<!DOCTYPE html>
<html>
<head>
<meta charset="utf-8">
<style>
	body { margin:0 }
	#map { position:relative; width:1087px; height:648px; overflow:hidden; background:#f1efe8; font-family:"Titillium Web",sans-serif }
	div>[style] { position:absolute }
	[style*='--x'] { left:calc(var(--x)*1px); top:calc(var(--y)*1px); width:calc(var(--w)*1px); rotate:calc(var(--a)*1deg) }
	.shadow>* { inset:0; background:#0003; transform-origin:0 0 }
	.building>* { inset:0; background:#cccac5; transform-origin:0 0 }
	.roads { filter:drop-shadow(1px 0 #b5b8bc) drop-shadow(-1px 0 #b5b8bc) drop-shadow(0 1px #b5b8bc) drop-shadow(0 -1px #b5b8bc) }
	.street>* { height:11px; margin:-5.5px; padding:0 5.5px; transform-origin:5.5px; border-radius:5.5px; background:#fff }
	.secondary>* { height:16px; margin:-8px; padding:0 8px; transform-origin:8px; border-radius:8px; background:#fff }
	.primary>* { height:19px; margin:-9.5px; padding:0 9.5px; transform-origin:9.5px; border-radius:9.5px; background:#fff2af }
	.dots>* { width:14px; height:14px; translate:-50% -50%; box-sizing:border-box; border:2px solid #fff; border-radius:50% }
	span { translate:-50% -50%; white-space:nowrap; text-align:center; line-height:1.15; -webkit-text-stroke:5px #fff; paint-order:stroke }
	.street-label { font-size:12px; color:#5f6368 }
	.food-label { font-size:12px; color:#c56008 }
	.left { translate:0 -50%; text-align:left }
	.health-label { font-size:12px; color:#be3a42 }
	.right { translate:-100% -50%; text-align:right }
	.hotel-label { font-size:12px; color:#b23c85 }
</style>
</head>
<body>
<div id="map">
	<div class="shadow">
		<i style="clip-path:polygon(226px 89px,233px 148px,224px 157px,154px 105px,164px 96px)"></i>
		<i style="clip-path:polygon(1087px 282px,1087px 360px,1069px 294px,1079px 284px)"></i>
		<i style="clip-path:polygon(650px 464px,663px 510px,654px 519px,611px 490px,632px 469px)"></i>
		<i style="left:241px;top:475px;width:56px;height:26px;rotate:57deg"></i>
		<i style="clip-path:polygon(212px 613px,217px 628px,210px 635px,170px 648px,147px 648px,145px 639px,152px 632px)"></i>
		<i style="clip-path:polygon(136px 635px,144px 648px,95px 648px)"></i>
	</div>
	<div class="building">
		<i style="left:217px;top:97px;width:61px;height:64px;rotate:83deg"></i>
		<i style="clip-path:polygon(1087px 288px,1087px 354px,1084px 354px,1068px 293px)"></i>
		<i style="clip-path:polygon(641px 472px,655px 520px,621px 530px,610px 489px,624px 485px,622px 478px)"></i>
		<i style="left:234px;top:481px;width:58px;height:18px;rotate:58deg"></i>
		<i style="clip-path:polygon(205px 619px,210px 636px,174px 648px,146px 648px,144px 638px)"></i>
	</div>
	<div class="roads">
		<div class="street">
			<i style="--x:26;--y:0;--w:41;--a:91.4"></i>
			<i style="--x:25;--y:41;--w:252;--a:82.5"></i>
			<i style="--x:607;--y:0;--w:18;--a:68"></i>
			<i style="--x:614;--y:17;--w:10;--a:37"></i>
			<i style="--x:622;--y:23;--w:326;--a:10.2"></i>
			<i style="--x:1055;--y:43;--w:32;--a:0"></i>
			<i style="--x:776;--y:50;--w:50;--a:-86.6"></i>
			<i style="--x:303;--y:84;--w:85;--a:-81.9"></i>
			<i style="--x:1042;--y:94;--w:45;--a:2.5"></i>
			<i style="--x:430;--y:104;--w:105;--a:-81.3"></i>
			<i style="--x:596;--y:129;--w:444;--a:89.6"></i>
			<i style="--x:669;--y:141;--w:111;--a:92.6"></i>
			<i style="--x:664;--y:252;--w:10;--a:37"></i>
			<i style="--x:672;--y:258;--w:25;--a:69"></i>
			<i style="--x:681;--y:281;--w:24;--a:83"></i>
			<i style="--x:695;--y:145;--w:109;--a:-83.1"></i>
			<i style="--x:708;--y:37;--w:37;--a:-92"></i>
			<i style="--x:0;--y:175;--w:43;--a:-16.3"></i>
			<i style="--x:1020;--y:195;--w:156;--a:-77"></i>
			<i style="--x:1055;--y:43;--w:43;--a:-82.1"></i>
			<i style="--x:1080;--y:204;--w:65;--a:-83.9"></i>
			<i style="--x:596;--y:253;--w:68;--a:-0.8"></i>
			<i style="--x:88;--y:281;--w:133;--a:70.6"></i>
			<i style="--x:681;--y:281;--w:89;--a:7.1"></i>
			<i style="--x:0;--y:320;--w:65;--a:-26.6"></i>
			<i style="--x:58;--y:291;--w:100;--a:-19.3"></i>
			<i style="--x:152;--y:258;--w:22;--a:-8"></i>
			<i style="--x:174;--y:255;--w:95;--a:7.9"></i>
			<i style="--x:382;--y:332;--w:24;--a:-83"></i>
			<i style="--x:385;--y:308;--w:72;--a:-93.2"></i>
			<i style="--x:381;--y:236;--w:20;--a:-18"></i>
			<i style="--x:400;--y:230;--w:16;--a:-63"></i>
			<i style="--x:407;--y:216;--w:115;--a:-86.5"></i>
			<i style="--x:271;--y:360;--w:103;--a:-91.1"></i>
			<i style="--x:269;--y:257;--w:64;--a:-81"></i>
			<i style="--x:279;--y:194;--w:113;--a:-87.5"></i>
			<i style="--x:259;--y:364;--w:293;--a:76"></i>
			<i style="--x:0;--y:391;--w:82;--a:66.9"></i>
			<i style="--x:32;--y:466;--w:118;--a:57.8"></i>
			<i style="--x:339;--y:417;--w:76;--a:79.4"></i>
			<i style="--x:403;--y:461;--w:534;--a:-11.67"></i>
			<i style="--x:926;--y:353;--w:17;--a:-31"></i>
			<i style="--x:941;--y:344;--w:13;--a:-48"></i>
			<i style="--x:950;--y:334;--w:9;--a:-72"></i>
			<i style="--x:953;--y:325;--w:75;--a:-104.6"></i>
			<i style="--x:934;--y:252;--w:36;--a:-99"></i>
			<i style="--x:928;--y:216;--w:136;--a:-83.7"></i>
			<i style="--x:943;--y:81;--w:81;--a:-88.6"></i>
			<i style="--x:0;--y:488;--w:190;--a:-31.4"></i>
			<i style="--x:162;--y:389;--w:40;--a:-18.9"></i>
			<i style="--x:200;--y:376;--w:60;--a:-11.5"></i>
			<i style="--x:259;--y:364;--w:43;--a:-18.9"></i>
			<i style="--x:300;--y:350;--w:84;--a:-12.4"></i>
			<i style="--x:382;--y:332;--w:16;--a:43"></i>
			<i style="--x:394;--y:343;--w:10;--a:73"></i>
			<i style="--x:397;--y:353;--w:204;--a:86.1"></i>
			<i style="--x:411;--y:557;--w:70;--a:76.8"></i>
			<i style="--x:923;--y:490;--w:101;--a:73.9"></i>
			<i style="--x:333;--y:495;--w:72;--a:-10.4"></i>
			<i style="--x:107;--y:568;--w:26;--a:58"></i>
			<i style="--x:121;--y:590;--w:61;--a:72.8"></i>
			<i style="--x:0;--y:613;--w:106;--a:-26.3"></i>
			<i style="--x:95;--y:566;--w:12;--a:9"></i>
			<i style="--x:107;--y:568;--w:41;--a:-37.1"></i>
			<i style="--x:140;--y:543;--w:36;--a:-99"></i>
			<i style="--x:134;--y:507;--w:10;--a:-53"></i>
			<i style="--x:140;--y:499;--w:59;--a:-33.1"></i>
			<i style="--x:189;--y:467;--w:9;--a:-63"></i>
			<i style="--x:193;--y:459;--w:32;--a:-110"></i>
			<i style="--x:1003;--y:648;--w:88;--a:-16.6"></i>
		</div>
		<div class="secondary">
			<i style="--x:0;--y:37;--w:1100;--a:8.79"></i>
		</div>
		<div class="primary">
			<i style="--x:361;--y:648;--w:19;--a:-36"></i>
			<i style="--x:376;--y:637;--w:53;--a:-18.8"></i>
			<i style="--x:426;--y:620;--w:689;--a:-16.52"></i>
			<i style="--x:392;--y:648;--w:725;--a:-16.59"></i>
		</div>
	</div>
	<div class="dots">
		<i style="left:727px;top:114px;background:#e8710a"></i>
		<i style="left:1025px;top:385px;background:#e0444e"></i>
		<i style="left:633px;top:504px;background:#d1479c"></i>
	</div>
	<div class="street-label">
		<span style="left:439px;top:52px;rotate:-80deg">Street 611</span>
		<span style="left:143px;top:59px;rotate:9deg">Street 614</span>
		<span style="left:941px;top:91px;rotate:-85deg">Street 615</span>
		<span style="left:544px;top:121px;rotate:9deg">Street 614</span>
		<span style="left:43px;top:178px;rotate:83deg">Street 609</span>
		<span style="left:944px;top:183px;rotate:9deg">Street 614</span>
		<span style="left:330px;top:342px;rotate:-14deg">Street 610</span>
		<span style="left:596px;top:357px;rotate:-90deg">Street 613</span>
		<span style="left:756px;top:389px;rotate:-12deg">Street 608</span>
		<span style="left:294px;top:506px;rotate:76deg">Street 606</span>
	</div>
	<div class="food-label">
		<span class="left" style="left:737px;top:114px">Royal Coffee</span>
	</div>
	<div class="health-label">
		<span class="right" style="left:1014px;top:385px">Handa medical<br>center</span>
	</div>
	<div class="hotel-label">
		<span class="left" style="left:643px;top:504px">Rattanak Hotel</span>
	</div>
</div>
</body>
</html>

────

TASK ITEM:
When you retype the data above, start at its first line, stop after the line containing "height:11px; margin:-5.5px; padding:0", and leave out everything else.

OUTPUT BELOW:
<!DOCTYPE html>
<html>
<head>
<meta charset="utf-8">
<style>
	body { margin:0 }
	#map { position:relative; width:1087px; height:648px; overflow:hidden; background:#f1efe8; font-family:"Titillium Web",sans-serif }
	div>[style] { position:absolute }
	[style*='--x'] { left:calc(var(--x)*1px); top:calc(var(--y)*1px); width:calc(var(--w)*1px); rotate:calc(var(--a)*1deg) }
	.shadow>* { inset:0; background:#0003; transform-origin:0 0 }
	.building>* { inset:0; background:#cccac5; transform-origin:0 0 }
	.roads { filter:drop-shadow(1px 0 #b5b8bc) drop-shadow(-1px 0 #b5b8bc) drop-shadow(0 1px #b5b8bc) drop-shadow(0 -1px #b5b8bc) }
	.street>* { height:11px; margin:-5.5px; padding:0 5.5px; transform-origin:5.5px; border-radius:5.5px; background:#fff }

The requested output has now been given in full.